_PROBLEM STATEMENT:_ An exact transcription of every entry is required. Images are not part of it.

_INFORMATION:_
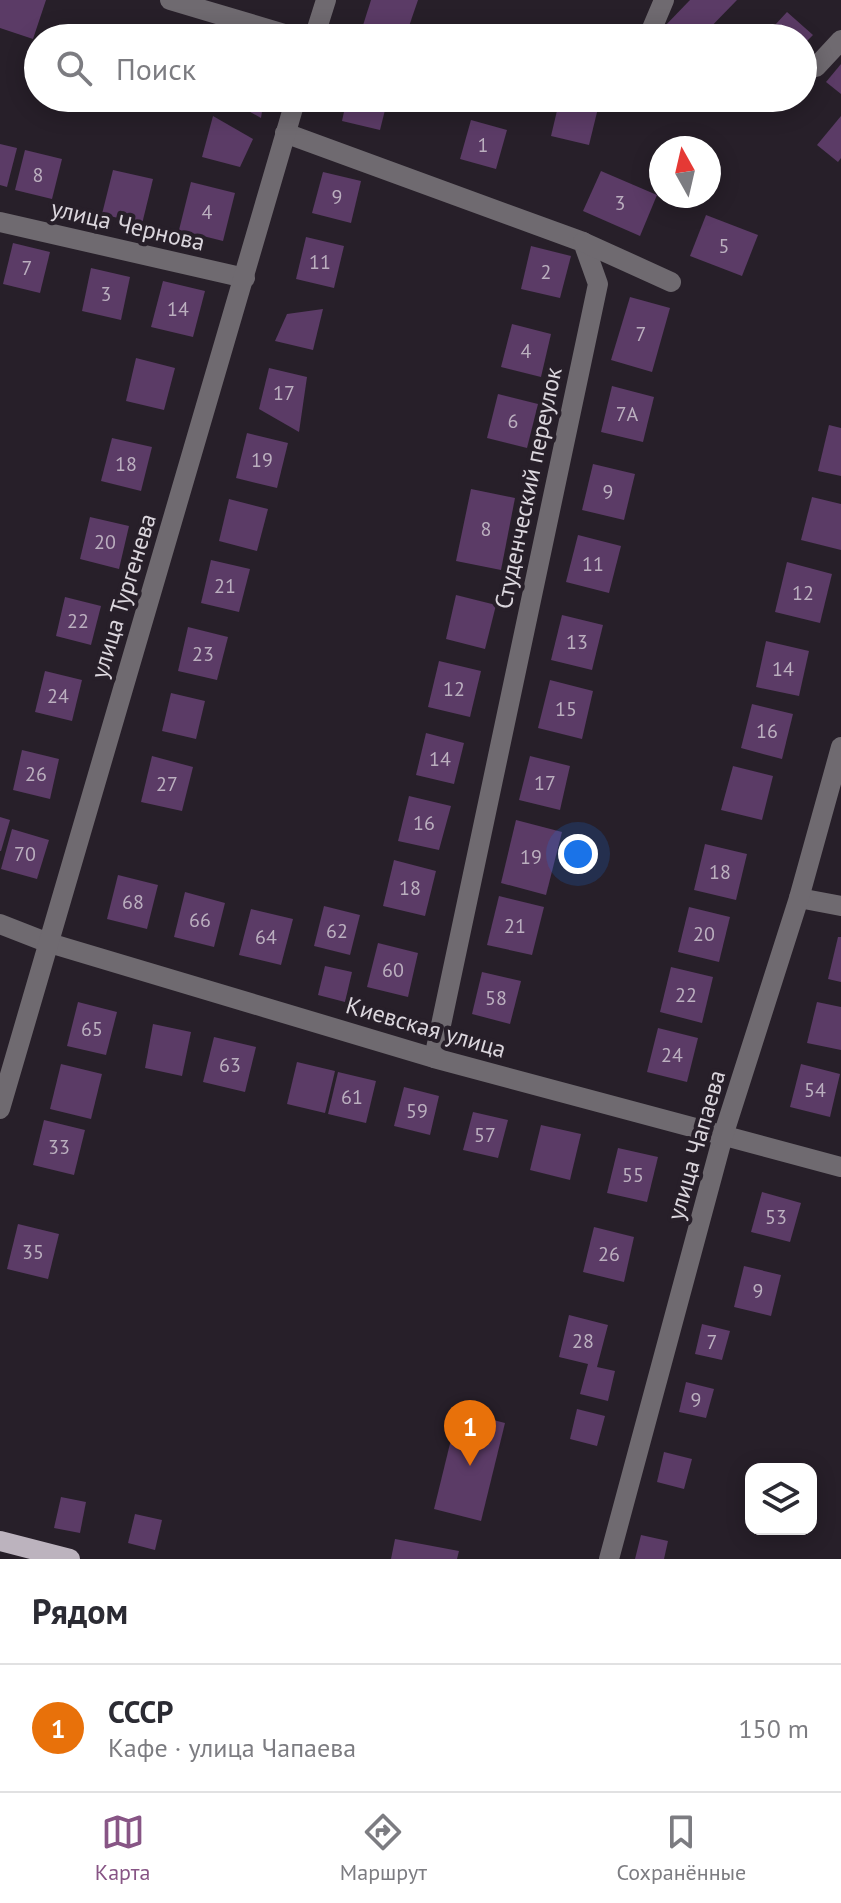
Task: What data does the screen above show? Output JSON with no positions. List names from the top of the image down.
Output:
{
  "streets": {
    "street": [
      "улица Чернова",
      "Студенческий переулок",
      "улица Тургенева",
      "Киевская улица",
      "улица Чапаева"
    ]
  },
  "crossings": [
    ["улица Чернова", "улица Тургенева"],
    ["Студенческий переулок", "Киевская улица"],
    ["улица Тургенева", "Киевская улица"],
    ["Киевская улица", "улица Чапаева"]
  ],
  "house_numbers": [
    "1",
    "8",
    "9",
    "3",
    "4",
    "5",
    "11",
    "7",
    "2",
    "3",
    "14",
    "7",
    "4",
    "17",
    "7А",
    "6",
    "19",
    "18",
    "9",
    "8",
    "20",
    "11",
    "21",
    "12",
    "22",
    "13",
    "23",
    "14",
    "12",
    "24",
    "15",
    "16",
    "14",
    "26",
    "17",
    "27",
    "16",
    "70",
    "19",
    "18",
    "18",
    "68",
    "66",
    "21",
    "62",
    "20",
    "64",
    "60",
    "22",
    "58",
    "65",
    "24",
    "63",
    "54",
    "61",
    "59",
    "57",
    "33",
    "55",
    "53",
    "35",
    "26",
    "9",
    "28",
    "7",
    "9"
  ],
  "north": "top",
  "page": {
    "search": "Поиск",
    "pins": "1",
    "heading": "Рядом",
    "list": [
      {
        "mark": "1",
        "name": "СССР",
        "note": "Кафе · улица Чапаева",
        "value": "150 m"
      }
    ],
    "nav": ["Карта", "Маршрут", "Сохранённые"]
  }
}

_TASK RESULT:_
Task: What data does the screen above show? Output JSON with no positions. List names from the top of the image down.
Output:
{
  "streets": {
    "street": [
      "улица Чернова",
      "Студенческий переулок",
      "улица Тургенева",
      "Киевская улица",
      "улица Чапаева"
    ]
  },
  "crossings": [
    ["улица Чернова", "улица Тургенева"],
    ["Студенческий переулок", "Киевская улица"],
    ["улица Тургенева", "Киевская улица"],
    ["Киевская улица", "улица Чапаева"]
  ],
  "house_numbers": [
    "1",
    "8",
    "9",
    "3",
    "4",
    "5",
    "11",
    "7",
    "2",
    "3",
    "14",
    "7",
    "4",
    "17",
    "7А",
    "6",
    "19",
    "18",
    "9",
    "8",
    "20",
    "11",
    "21",
    "12",
    "22",
    "13",
    "23",
    "14",
    "12",
    "24",
    "15",
    "16",
    "14",
    "26",
    "17",
    "27",
    "16",
    "70",
    "19",
    "18",
    "18",
    "68",
    "66",
    "21",
    "62",
    "20",
    "64",
    "60",
    "22",
    "58",
    "65",
    "24",
    "63",
    "54",
    "61",
    "59",
    "57",
    "33",
    "55",
    "53",
    "35",
    "26",
    "9",
    "28",
    "7",
    "9"
  ],
  "north": "top",
  "page": {
    "search": "Поиск",
    "pins": "1",
    "heading": "Рядом",
    "list": [
      {
        "mark": "1",
        "name": "СССР",
        "note": "Кафе · улица Чапаева",
        "value": "150 m"
      }
    ],
    "nav": ["Карта", "Маршрут", "Сохранённые"]
  }
}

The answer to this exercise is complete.